O profissional de tecnologia nunca foi tão valorizado. A pandemia acelerou a digitalização das empresas, aumentando ainda mais a necessidade de contratação de profissionais dessa área. O problema é que o Brasil forma muito menos profissionais de tecnologia do que mercado precisa. Por isso, a forma mais fácil de preencher as vagas desse setor era recorrendo ao rouba-monte, ou seja, tirando gente de outras companhias.

A questão é que essa forma de atração de talentos costuma inflacionar os salários – e muitas empresas passaram a questionar se valia a pena pagar um passe tão alto. Como o déficit de mão-de-obra não é exclusividade do Brasil, companhias de outros países passaram a assediar o profissional brasileiro oferecendo salários em euro e dólar.

“A mão-de-obra brasileira é muito valorizado pela criatividade, capacidade de lidar com situações difíceis, pelo autodidatismo e por trabalhar muito. As empresas gostam desse perfil. Com o real desvalorizado, é vantajoso contratar brasileiros”, afirma Fellipe Couto, CEO da Vulpi, empresa especializada em recrutamento na área de tecnologia.

O problema é que a concorrência internacional adicionou um elemento a mais na difícil missão de contratar profissionais de tecnologia. “A empresa que foca só no lado salário, sem fortalecer a cultura da organização, vai continuar sofrendo com o rouba-monte, porque o profissional que souber inglês vai perceber que dá para multiplicar seu salário por cinco ou seis vezes, basta trabalhar para uma companhia de outro país”, diz Couto.

Formação de mão-de-obra

A solução que muitas empresas adotaram para suprir a necessidade de profissionais de tecnologia é a formação e capacitação de mão-de-obra. Esse é o caso da Take Blip, plataforma de comércio conversacional, que vai oferecer 30 mil bolsas de estudos para desenvolvedores.

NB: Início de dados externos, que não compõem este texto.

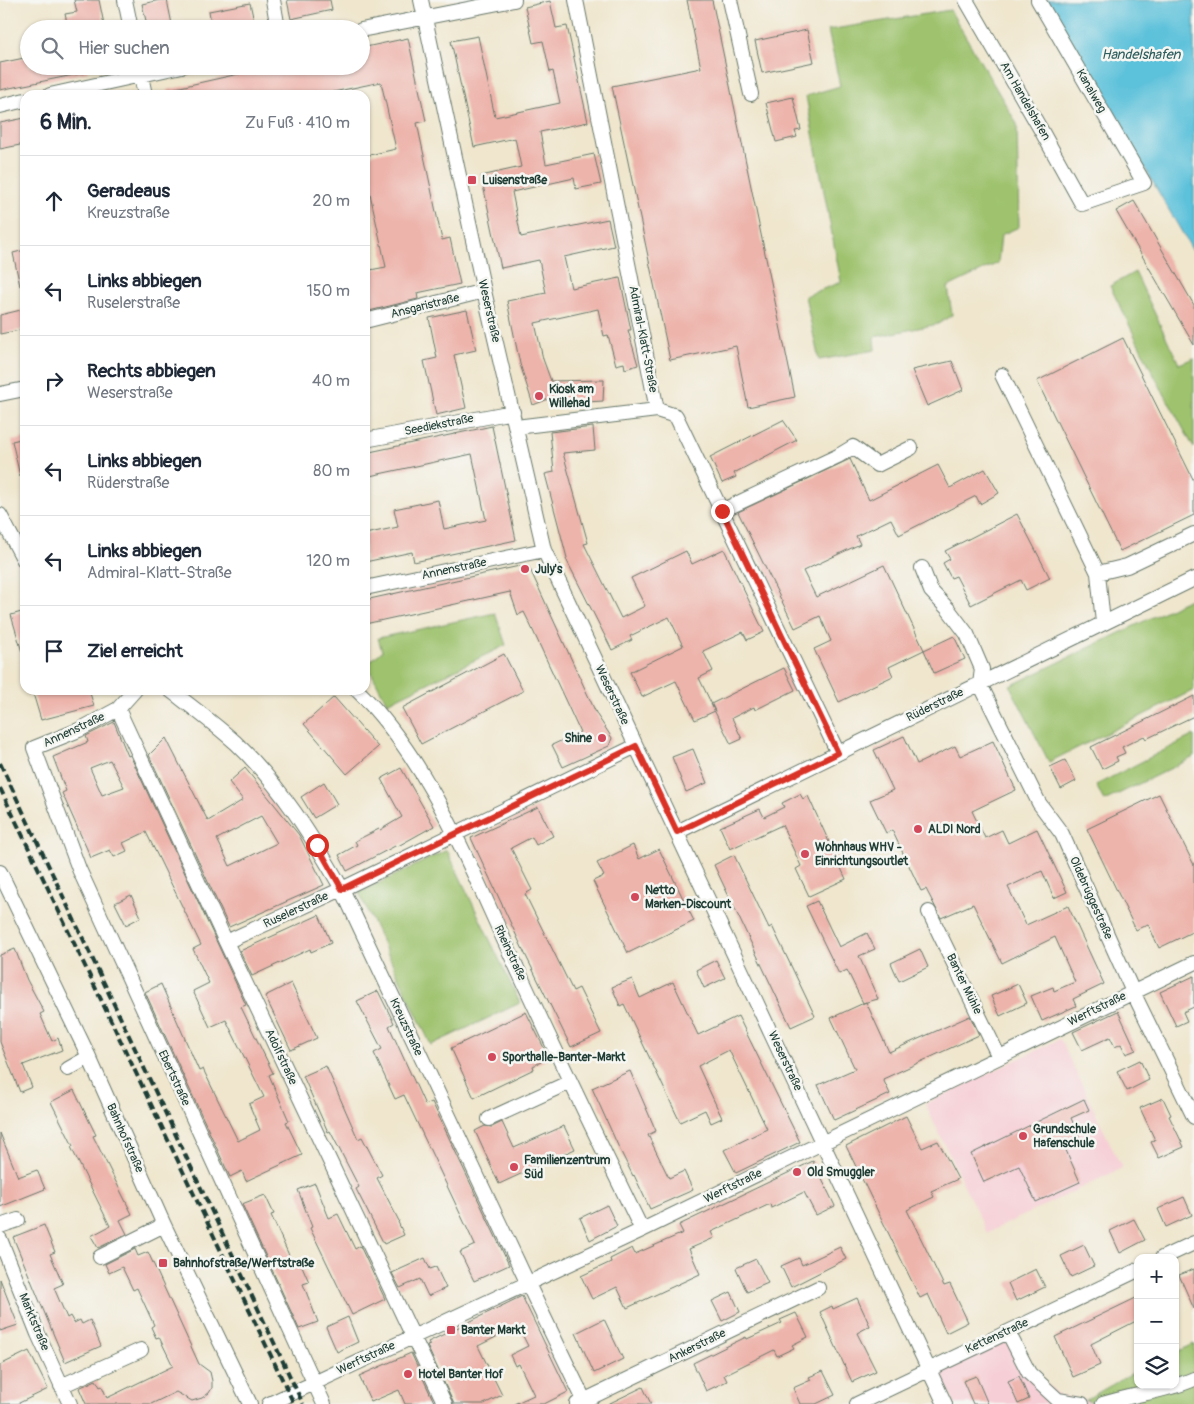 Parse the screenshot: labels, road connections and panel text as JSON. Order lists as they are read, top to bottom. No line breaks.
{"streets":{"street":["Kanalweg","Am Handelshafen","Ansgaristraße","Weserstraße","Admiral-Klatt-Straße","Seediekstraße","Annenstraße","Rüderstraße","Oldebrüggestraße","Ruselerstraße","Rheinstraße","Banter Mühle","Werftstraße","Kreuzstraße","Adolfstraße","Ebertstraße","Bahnhofstraße","Marktstraße","Kettenstraße","Ankerstraße"]},"crossings":[["Kanalweg","Am Handelshafen"],["Ansgaristraße","Weserstraße"],["Weserstraße","Seediekstraße"],["Weserstraße","Annenstraße"],["Weserstraße","Rüderstraße"],["Weserstraße","Ruselerstraße"],["Weserstraße","Werftstraße"],["Weserstraße","Kettenstraße"],["Admiral-Klatt-Straße","Rüderstraße"],["Annenstraße","Adolfstraße"],["Annenstraße","Ebertstraße"],["Rüderstraße","Oldebrüggestraße"],["Oldebrüggestraße","Werftstraße"],["Ruselerstraße","Rheinstraße"],["Ruselerstraße","Kreuzstraße"],["Ruselerstraße","Adolfstraße"],["Rheinstraße","Werftstraße"],["Banter Mühle","Werftstraße"],["Werftstraße","Kreuzstraße"],["Werftstraße","Adolfstraße"],["Werftstraße","Ebertstraße"],["Kreuzstraße","Ankerstraße"]],"water":["Handelshafen"],"places":{"transit":["Luisenstraße","Bahnhofstraße/Werftstraße","Banter Markt"],"other":["Kiosk am Willehad","July's","Shine","ALDI Nord","Wohnhaus WHV - Einrichtungsoutlet","Netto Marken-Discount","Sporthalle-Banter-Markt","Grundschule Hafenschule","Familienzentrum Süd","Old Smuggler","Hotel Banter Hof"]},"page":{"search":"Hier suchen","heading":["6 Min.","Zu Fuß · 410 m"],"list":[["Geradeaus","Kreuzstraße","20 m"],["Links abbiegen","Ruselerstraße","150 m"],["Rechts abbiegen","Weserstraße","40 m"],["Links abbiegen","Rüderstraße","80 m"],["Links abbiegen","Admiral-Klatt-Straße","120 m"],"Ziel erreicht"],"map_buttons":["+","−"]}} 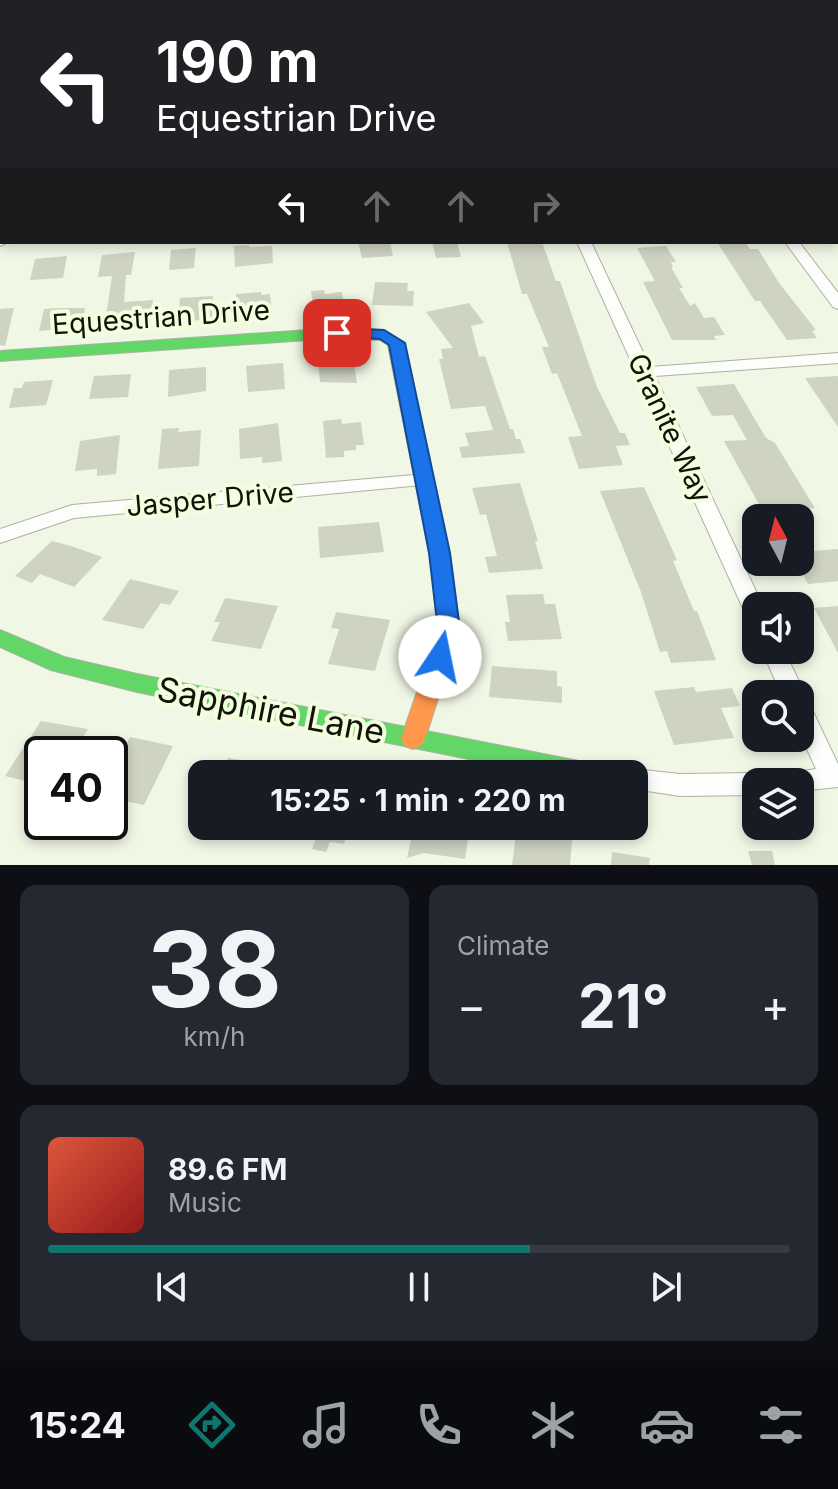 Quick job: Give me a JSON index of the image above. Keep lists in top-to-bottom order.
{
  "streets": {
    "street": [
      "Equestrian Drive",
      "Granite Way",
      "Jasper Drive",
      "Sapphire Lane"
    ]
  },
  "crossings": [
    ["Equestrian Drive", "Jasper Drive"],
    ["Equestrian Drive", "Sapphire Lane"]
  ],
  "north": "top",
  "page": {
    "turn": ["190 m", "Equestrian Drive"],
    "limit": "40",
    "trip": "15:25 · 1 min · 220 m",
    "tile": [
      ["38", "km/h"],
      "Climate"
    ],
    "heat": ["−", "21°", "+"],
    "song": ["89.6 FM", "Music"],
    "tabs": "15:24"
  }
}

Outro exemplo é p Bmg, que por meio da Raro Labs, criou a Raro Labs, uma escola de programação. Após o final do curso, os alunos que atingirem mais de 75% de aproveitamento serão contratados pela Raro Labs, Bmg ou empresas parceiras da Raro Academy.

“O curso é mais uma possibilidade de resolvermos a falta de mão-de-obra, mas não a única. Continuamos buscando profissionais no mercado, fazendo parcerias com universidades, buscando recém-formados e oferecendo programas de estágio”, diz Eduardo Mazon, diretor de operações do Bmg.

A vantagem de contratar alunos que passaram pelo curso é que eles chegam com a formação que a empresa precisa, como linguagem de programação e metodologia ágil e soft skills. “Identificamos uma dificuldade para achar profissionais com algumas soft skills, como lidar com pressão, mudança de prioridade. Essa flexibilidade é difícil de encontrar mas podemos treiná-las, assim como desenvolver a linguagem de programação que usamos em nossos apps”, afirma Mazon.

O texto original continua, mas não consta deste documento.